Avant le confinement, en se promenant dans mes campagnes, on pouvait voir des voitures stationnées au bord des routes. Abandonnées ? Je me suis longtemps demandé ce qu'elles faisaient là, incongrues dans le paysage. Exode massif de citadins ? Vaste chasse à l'homme ? Rallyes ? Alcool ? Et puis je me suis souvenu que, moi aussi, j'aimais marcher dans la nature avant mes problèmes de santé.

Depuis le confinement, il n'y plus de voitures dans la campagne. Pourtant, au bourg, rien n'a vraiment changé. Pressés par leurs travaux de semailles de printemps et habités par je ne sais quels démons, les tracteurs défilent toute la journée, en hurlant. Tonnes à lisier, remorques de fumier, machines diverses... Les voitures aussi ont repris leur étrange ballet, et continuent à se croiser en bas de chez moi. Et il se trouve toujours des imbéciles – ou pire ? - pour venir me menacer et m'insulter en se cachant.

Pour lutter contre la morosité du confinement vécu seul, malgré le plaisir que je prends à écrire, je me suis aventuré à quelques petites sorties clandestines. Quelques kilomètres en voiture à travers les bois et les paysages lunaires des landes proches. Je n'ai croisé que quelques rares promeneurs.

En début de semaine, en allant faire mes courses, j'ai remarqué que la circulation avait repris dans mes campagnes. Et l'affluence au supermarché, un jour de semaine, sentait déjà la fin des précautions dues au coronavirus.

Le terrains de moto-cross, à quelques lieues de chez moi, a été refait. Peut-être que ça fera un peu de trafic en moins dans ce village si petit.

Depuis des années, je suis victime d'un mauvais sort. Je ne peux m'empêcher de lire les plaques minéralogiques lorsque je roule. J'y ai même trouvé un sens. Je ne sais plus comment ce tic a commencé, et c'est plus fort que moi. J'y ai même trouvé un sens ésotérique.

Pendant de longs mois, à l'hôpital, dans le pire des services, je suis resté toute la journée le menton sur la poitrine, assis sur un banc, parce que je n'arrivais plus à soutenir ma tête. Dans la petite cour, les voitures défilaient. J'ai appris les numéros des plaques par cœur. Surtout les lettres. Je m'en souviens encore, après plusieurs années. Et j'en ai croisées plusieurs ces derniers mois.

Qu'ai-je donc vu de si terrible et de si beau pour avoir les yeux brûlés à ce point ?
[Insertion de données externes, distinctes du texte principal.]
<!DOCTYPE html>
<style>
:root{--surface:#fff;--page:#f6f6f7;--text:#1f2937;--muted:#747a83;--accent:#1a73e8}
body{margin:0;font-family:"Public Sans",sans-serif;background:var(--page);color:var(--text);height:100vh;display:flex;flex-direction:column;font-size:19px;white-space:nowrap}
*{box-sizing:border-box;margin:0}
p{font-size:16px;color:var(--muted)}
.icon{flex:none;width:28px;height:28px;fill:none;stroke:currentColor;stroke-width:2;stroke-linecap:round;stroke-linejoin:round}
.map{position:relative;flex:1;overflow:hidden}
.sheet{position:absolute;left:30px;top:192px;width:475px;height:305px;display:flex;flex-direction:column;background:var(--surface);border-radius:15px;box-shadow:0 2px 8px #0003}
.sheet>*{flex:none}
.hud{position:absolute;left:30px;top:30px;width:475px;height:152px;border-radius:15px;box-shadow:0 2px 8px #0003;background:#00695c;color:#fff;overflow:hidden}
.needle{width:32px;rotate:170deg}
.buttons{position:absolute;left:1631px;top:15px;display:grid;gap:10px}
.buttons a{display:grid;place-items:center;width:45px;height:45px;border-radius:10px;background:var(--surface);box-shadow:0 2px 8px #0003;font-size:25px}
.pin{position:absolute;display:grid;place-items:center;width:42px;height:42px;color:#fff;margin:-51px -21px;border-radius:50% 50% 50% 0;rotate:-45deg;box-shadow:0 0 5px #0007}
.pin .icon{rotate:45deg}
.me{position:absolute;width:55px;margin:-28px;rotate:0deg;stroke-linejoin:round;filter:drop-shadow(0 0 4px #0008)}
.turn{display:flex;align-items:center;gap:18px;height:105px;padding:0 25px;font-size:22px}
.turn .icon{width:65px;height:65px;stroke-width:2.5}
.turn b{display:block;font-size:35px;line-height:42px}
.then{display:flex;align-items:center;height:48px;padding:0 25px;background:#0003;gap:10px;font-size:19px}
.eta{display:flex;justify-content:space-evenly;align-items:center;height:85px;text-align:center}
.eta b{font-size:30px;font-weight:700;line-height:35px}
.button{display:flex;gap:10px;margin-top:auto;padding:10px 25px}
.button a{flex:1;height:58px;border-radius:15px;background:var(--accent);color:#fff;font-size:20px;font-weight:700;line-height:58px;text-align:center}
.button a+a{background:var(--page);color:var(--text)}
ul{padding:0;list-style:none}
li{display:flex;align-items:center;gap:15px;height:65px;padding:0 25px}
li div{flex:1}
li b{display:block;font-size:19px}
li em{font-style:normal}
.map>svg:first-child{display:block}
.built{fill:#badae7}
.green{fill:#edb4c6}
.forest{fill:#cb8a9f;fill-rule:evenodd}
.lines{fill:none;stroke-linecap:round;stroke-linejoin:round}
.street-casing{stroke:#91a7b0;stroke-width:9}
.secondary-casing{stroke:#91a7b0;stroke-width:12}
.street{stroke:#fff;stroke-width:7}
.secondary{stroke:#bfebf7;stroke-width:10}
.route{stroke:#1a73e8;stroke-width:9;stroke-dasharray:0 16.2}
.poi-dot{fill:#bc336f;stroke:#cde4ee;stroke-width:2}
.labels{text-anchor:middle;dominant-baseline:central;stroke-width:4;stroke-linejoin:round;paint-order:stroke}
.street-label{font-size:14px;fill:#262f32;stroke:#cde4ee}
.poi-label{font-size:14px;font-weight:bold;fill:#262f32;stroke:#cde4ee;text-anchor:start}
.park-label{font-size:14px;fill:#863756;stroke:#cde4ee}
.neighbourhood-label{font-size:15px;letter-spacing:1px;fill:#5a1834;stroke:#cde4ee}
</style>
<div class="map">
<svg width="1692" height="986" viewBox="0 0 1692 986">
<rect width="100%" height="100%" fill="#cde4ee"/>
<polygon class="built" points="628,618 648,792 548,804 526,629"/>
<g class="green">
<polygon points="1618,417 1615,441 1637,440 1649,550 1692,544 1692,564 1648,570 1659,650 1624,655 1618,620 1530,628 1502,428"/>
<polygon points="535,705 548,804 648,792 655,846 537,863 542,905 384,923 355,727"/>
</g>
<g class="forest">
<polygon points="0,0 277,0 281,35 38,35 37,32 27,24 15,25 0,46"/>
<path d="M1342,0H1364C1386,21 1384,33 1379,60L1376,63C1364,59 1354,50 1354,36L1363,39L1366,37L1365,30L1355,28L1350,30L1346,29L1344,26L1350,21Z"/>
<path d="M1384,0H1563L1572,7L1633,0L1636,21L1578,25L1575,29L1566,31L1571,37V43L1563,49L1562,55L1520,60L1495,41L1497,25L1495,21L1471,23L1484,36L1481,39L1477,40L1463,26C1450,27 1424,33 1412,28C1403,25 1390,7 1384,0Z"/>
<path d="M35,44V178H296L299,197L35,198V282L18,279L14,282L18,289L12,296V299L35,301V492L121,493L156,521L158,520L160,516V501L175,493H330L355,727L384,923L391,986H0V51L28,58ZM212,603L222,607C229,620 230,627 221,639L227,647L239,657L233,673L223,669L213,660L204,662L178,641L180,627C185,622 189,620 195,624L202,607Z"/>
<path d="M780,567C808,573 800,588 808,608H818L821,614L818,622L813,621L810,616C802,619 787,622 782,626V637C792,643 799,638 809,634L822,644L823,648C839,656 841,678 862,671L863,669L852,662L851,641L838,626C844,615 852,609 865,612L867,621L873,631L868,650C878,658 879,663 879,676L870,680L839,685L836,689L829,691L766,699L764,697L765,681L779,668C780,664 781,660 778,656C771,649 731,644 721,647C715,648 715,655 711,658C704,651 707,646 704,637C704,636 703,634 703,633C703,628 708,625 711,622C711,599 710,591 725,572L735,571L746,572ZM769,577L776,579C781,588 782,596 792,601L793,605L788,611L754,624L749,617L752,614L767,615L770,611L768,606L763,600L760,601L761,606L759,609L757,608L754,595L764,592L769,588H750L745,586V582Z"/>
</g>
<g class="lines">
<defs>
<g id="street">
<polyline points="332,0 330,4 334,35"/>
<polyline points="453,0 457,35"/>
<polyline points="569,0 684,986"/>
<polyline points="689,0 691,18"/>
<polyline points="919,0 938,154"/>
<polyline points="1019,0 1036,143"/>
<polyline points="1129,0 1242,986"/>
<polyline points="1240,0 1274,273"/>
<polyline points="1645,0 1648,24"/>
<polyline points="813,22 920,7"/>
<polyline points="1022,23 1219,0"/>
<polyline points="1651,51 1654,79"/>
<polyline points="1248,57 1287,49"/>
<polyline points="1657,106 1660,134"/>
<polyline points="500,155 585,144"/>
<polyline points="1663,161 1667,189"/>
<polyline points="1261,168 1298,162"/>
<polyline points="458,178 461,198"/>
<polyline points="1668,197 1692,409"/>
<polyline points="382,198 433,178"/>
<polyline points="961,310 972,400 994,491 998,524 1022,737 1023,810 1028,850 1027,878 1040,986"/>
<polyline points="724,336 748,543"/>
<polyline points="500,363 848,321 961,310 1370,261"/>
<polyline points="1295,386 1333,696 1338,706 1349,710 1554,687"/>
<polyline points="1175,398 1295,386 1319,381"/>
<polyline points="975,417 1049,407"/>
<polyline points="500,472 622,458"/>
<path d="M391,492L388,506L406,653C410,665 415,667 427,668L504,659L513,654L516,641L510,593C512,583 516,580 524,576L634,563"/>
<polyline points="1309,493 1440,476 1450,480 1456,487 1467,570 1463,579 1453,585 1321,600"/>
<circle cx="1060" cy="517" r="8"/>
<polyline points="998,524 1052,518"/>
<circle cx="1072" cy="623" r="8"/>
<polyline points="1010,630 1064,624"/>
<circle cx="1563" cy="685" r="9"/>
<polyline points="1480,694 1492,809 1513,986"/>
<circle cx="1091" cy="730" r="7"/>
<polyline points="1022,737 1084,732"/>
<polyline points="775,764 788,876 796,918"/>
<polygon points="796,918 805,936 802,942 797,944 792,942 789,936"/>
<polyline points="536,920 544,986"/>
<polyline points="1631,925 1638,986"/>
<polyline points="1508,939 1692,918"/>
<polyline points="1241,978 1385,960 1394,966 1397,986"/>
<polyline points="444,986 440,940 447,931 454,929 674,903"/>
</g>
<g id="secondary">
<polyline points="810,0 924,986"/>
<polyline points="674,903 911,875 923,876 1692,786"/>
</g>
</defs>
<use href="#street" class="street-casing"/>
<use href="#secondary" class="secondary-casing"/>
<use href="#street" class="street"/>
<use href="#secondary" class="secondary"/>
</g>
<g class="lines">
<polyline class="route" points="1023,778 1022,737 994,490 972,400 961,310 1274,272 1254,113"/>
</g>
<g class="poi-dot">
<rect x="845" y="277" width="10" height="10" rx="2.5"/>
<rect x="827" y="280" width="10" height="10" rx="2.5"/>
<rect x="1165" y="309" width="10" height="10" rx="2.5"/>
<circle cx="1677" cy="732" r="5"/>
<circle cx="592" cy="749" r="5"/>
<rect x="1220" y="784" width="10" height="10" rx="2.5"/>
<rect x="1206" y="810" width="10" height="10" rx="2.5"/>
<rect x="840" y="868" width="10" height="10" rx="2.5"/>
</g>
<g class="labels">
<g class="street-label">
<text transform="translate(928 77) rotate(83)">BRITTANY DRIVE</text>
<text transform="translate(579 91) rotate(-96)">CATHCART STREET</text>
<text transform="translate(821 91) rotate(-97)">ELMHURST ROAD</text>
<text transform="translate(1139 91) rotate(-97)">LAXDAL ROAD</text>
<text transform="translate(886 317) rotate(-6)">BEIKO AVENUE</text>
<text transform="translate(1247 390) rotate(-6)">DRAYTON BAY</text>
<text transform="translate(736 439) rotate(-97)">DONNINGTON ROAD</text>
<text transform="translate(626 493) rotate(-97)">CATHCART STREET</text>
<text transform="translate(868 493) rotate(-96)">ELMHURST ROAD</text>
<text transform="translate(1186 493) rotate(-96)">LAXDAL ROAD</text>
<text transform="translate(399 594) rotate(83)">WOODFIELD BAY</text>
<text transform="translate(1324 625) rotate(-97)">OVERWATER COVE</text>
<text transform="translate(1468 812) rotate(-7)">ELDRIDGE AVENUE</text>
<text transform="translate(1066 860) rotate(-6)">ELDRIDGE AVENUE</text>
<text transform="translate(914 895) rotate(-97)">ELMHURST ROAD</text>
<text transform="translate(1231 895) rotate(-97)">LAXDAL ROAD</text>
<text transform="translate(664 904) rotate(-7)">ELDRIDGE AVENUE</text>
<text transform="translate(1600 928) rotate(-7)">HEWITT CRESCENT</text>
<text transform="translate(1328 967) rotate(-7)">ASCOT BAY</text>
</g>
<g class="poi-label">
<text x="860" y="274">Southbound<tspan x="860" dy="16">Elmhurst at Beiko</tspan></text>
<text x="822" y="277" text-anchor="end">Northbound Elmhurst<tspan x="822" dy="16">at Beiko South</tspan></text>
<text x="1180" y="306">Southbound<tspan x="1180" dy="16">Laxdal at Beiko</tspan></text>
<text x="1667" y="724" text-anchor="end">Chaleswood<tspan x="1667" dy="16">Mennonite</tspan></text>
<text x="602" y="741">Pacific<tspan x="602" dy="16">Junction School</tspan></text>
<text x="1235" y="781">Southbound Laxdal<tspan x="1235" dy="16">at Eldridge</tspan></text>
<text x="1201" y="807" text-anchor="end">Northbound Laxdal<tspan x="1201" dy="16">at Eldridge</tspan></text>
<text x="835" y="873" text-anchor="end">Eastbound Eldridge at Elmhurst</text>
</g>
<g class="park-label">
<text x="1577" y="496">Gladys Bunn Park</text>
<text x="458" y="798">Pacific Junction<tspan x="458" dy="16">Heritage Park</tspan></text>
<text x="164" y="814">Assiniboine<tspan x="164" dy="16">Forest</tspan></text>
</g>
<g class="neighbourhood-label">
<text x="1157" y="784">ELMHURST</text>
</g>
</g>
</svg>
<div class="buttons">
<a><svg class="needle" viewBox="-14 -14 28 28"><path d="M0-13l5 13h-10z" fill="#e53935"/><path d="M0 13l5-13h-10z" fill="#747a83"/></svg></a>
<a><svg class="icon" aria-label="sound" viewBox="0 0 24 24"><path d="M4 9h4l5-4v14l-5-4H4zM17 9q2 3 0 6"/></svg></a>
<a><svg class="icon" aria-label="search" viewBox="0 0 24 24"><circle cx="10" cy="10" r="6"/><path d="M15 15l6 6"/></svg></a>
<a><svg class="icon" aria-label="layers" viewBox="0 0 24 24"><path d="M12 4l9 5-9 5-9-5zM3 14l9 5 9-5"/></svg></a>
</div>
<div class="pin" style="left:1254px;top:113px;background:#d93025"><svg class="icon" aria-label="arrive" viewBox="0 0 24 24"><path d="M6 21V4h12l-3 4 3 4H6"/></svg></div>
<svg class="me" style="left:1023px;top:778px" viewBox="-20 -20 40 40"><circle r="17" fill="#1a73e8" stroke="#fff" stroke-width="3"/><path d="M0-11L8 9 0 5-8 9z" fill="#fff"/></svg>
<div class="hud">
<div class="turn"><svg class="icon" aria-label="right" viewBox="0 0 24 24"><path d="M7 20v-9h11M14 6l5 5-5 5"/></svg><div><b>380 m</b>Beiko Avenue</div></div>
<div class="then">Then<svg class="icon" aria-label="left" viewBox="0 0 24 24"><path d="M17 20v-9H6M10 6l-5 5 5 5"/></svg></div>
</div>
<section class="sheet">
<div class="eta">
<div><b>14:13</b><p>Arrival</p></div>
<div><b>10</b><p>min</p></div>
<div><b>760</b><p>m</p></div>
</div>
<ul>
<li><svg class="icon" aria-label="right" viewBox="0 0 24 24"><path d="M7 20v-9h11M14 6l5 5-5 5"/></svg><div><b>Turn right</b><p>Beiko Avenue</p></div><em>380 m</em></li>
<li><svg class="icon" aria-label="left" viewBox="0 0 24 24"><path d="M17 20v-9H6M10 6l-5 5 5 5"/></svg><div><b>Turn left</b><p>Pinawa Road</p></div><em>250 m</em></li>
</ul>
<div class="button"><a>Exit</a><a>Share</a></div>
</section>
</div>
J'arrive tout de même à trouver de petites raisons de me réjouir. J'ai notamment remarqué que les robes à fleurs étaient de retour pour l'été. J'adore les robes à fleurs. Encore mieux, on peut admirer de vrais corps de femmes sur le site d'une grande marque de lingerie de luxe. Non retouchés. Et, summum du contentement, certaines laissent même apparaître sous le voile de dentelles, une vraie toison pubienne. C'est vrai que beaucoup d'eau a coulé sous les ponts, et beaucoup de voitures ont croisé ma route...

Près de là où je vis, se tiennent les vestiges d'une ancienne abbaye. Quel calme l'autre jour, devant les portes fermées de l'abbatiale, les ruines de cellules en pierre et la fontaine monumentale ! Et une sculpture sur pierre représentant deux lions soutenant une coiffe. Et, cinq minutes de silence ne s'étaient pas écoulées, qu'une voiture passa et qu'un débroussailleur ou une tronçonneuse se mit à vrombir.

Cette nuit, la petite vipère que j'ai écrasée la semaine dernière est venue siffler à mon oreille.